REQUIRED WORK
The answer should be an exact copy of the data.

[Records from a data source]
☆ ☆ ☆ ☆ ☆ ☆ ☆

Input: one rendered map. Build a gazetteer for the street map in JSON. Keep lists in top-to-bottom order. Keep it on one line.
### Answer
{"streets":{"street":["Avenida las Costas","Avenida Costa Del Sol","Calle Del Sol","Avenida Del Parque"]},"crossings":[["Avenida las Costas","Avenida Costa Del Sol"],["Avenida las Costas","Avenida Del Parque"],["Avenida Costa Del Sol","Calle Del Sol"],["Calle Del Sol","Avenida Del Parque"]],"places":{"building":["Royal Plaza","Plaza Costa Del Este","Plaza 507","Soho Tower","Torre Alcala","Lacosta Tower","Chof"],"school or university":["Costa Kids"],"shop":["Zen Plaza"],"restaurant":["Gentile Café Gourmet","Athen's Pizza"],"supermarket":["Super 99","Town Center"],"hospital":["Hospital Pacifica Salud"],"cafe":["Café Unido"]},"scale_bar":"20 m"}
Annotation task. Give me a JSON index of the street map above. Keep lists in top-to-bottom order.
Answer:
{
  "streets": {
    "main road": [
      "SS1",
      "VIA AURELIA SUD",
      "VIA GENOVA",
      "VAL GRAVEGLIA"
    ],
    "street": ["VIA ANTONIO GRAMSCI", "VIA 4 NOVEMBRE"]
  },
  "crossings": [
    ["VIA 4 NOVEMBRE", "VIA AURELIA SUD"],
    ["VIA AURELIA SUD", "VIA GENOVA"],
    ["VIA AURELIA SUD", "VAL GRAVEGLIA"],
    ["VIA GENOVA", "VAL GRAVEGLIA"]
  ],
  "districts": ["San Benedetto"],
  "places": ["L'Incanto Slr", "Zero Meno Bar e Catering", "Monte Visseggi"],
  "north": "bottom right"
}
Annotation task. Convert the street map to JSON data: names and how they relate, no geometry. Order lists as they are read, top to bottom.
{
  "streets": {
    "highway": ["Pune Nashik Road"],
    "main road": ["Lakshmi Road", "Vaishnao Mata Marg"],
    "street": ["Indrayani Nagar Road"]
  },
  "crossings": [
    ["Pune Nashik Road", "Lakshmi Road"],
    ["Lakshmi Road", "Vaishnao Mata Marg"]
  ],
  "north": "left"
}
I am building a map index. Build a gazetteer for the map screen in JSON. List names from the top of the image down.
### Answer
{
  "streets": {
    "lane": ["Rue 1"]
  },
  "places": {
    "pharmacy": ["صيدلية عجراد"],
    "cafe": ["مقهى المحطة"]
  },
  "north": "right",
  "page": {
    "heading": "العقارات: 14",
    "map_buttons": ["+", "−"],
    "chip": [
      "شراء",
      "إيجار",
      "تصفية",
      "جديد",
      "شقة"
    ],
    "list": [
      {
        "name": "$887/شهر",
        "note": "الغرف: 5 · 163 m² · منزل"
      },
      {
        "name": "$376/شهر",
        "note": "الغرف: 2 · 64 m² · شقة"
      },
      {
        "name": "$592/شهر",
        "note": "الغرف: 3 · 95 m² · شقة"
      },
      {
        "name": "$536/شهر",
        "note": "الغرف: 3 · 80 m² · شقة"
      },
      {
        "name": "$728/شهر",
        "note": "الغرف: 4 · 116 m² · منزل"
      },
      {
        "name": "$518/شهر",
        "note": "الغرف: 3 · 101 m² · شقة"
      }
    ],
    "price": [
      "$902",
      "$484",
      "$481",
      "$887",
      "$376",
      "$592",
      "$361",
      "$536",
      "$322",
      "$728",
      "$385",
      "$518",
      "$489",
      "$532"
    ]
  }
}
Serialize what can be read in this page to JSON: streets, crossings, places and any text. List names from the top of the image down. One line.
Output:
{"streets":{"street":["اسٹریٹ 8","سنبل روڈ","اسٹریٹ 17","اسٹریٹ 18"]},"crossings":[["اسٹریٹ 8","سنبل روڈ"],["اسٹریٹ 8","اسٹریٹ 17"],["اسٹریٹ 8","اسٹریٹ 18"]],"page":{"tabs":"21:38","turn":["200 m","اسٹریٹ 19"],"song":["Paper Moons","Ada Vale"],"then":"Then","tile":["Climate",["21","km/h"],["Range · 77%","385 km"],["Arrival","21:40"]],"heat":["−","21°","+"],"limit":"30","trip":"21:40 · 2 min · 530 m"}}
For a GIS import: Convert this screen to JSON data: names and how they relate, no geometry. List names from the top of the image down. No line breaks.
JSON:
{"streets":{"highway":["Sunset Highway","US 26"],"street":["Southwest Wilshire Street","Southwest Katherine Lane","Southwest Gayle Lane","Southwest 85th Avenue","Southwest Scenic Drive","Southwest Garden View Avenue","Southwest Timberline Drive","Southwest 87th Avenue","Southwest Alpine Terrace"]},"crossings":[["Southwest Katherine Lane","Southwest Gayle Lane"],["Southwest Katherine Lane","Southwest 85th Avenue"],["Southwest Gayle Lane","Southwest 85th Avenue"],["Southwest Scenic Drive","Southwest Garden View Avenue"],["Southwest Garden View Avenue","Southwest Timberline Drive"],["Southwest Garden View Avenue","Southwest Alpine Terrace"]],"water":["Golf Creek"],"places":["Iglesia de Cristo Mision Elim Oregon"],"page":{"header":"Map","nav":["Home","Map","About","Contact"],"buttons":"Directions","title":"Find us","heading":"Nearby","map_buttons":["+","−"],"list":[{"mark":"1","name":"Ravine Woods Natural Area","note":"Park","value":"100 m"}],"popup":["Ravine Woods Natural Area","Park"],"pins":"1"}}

☆ ☆ ☆ ☆ ☆ ☆ ☆

ANSWER FOR THIS EXERCISE
Input: one rendered map. Build a gazetteer for the street map in JSON. Keep lists in top-to-bottom order. Keep it on one line.
### Answer
{"streets":{"street":["Avenida las Costas","Avenida Costa Del Sol","Calle Del Sol","Avenida Del Parque"]},"crossings":[["Avenida las Costas","Avenida Costa Del Sol"],["Avenida las Costas","Avenida Del Parque"],["Avenida Costa Del Sol","Calle Del Sol"],["Calle Del Sol","Avenida Del Parque"]],"places":{"building":["Royal Plaza","Plaza Costa Del Este","Plaza 507","Soho Tower","Torre Alcala","Lacosta Tower","Chof"],"school or university":["Costa Kids"],"shop":["Zen Plaza"],"restaurant":["Gentile Café Gourmet","Athen's Pizza"],"supermarket":["Super 99","Town Center"],"hospital":["Hospital Pacifica Salud"],"cafe":["Café Unido"]},"scale_bar":"20 m"}
Annotation task. Give me a JSON index of the street map above. Keep lists in top-to-bottom order.
Answer:
{
  "streets": {
    "main road": [
      "SS1",
      "VIA AURELIA SUD",
      "VIA GENOVA",
      "VAL GRAVEGLIA"
    ],
    "street": ["VIA ANTONIO GRAMSCI", "VIA 4 NOVEMBRE"]
  },
  "crossings": [
    ["VIA 4 NOVEMBRE", "VIA AURELIA SUD"],
    ["VIA AURELIA SUD", "VIA GENOVA"],
    ["VIA AURELIA SUD", "VAL GRAVEGLIA"],
    ["VIA GENOVA", "VAL GRAVEGLIA"]
  ],
  "districts": ["San Benedetto"],
  "places": ["L'Incanto Slr", "Zero Meno Bar e Catering", "Monte Visseggi"],
  "north": "bottom right"
}
Annotation task. Convert the street map to JSON data: names and how they relate, no geometry. Order lists as they are read, top to bottom.
{
  "streets": {
    "highway": ["Pune Nashik Road"],
    "main road": ["Lakshmi Road", "Vaishnao Mata Marg"],
    "street": ["Indrayani Nagar Road"]
  },
  "crossings": [
    ["Pune Nashik Road", "Lakshmi Road"],
    ["Lakshmi Road", "Vaishnao Mata Marg"]
  ],
  "north": "left"
}
I am building a map index. Build a gazetteer for the map screen in JSON. List names from the top of the image down.
### Answer
{
  "streets": {
    "lane": ["Rue 1"]
  },
  "places": {
    "pharmacy": ["صيدلية عجراد"],
    "cafe": ["مقهى المحطة"]
  },
  "north": "right",
  "page": {
    "heading": "العقارات: 14",
    "map_buttons": ["+", "−"],
    "chip": [
      "شراء",
      "إيجار",
      "تصفية",
      "جديد",
      "شقة"
    ],
    "list": [
      {
        "name": "$887/شهر",
        "note": "الغرف: 5 · 163 m² · منزل"
      },
      {
        "name": "$376/شهر",
        "note": "الغرف: 2 · 64 m² · شقة"
      },
      {
        "name": "$592/شهر",
        "note": "الغرف: 3 · 95 m² · شقة"
      },
      {
        "name": "$536/شهر",
        "note": "الغرف: 3 · 80 m² · شقة"
      },
      {
        "name": "$728/شهر",
        "note": "الغرف: 4 · 116 m² · منزل"
      },
      {
        "name": "$518/شهر",
        "note": "الغرف: 3 · 101 m² · شقة"
      }
    ],
    "price": [
      "$902",
      "$484",
      "$481",
      "$887",
      "$376",
      "$592",
      "$361",
      "$536",
      "$322",
      "$728",
      "$385",
      "$518",
      "$489",
      "$532"
    ]
  }
}
Serialize what can be read in this page to JSON: streets, crossings, places and any text. List names from the top of the image down. One line.
Output:
{"streets":{"street":["اسٹریٹ 8","سنبل روڈ","اسٹریٹ 17","اسٹریٹ 18"]},"crossings":[["اسٹریٹ 8","سنبل روڈ"],["اسٹریٹ 8","اسٹریٹ 17"],["اسٹریٹ 8","اسٹریٹ 18"]],"page":{"tabs":"21:38","turn":["200 m","اسٹریٹ 19"],"song":["Paper Moons","Ada Vale"],"then":"Then","tile":["Climate",["21","km/h"],["Range · 77%","385 km"],["Arrival","21:40"]],"heat":["−","21°","+"],"limit":"30","trip":"21:40 · 2 min · 530 m"}}
For a GIS import: Convert this screen to JSON data: names and how they relate, no geometry. List names from the top of the image down. No line breaks.
JSON:
{"streets":{"highway":["Sunset Highway","US 26"],"street":["Southwest Wilshire Street","Southwest Katherine Lane","Southwest Gayle Lane","Southwest 85th Avenue","Southwest Scenic Drive","Southwest Garden View Avenue","Southwest Timberline Drive","Southwest 87th Avenue","Southwest Alpine Terrace"]},"crossings":[["Southwest Katherine Lane","Southwest Gayle Lane"],["Southwest Katherine Lane","Southwest 85th Avenue"],["Southwest Gayle Lane","Southwest 85th Avenue"],["Southwest Scenic Drive","Southwest Garden View Avenue"],["Southwest Garden View Avenue","Southwest Timberline Drive"],["Southwest Garden View Avenue","Southwest Alpine Terrace"]],"water":["Golf Creek"],"places":["Iglesia de Cristo Mision Elim Oregon"],"page":{"header":"Map","nav":["Home","Map","About","Contact"],"buttons":"Directions","title":"Find us","heading":"Nearby","map_buttons":["+","−"],"list":[{"mark":"1","name":"Ravine Woods Natural Area","note":"Park","value":"100 m"}],"popup":["Ravine Woods Natural Area","Park"],"pins":"1"}}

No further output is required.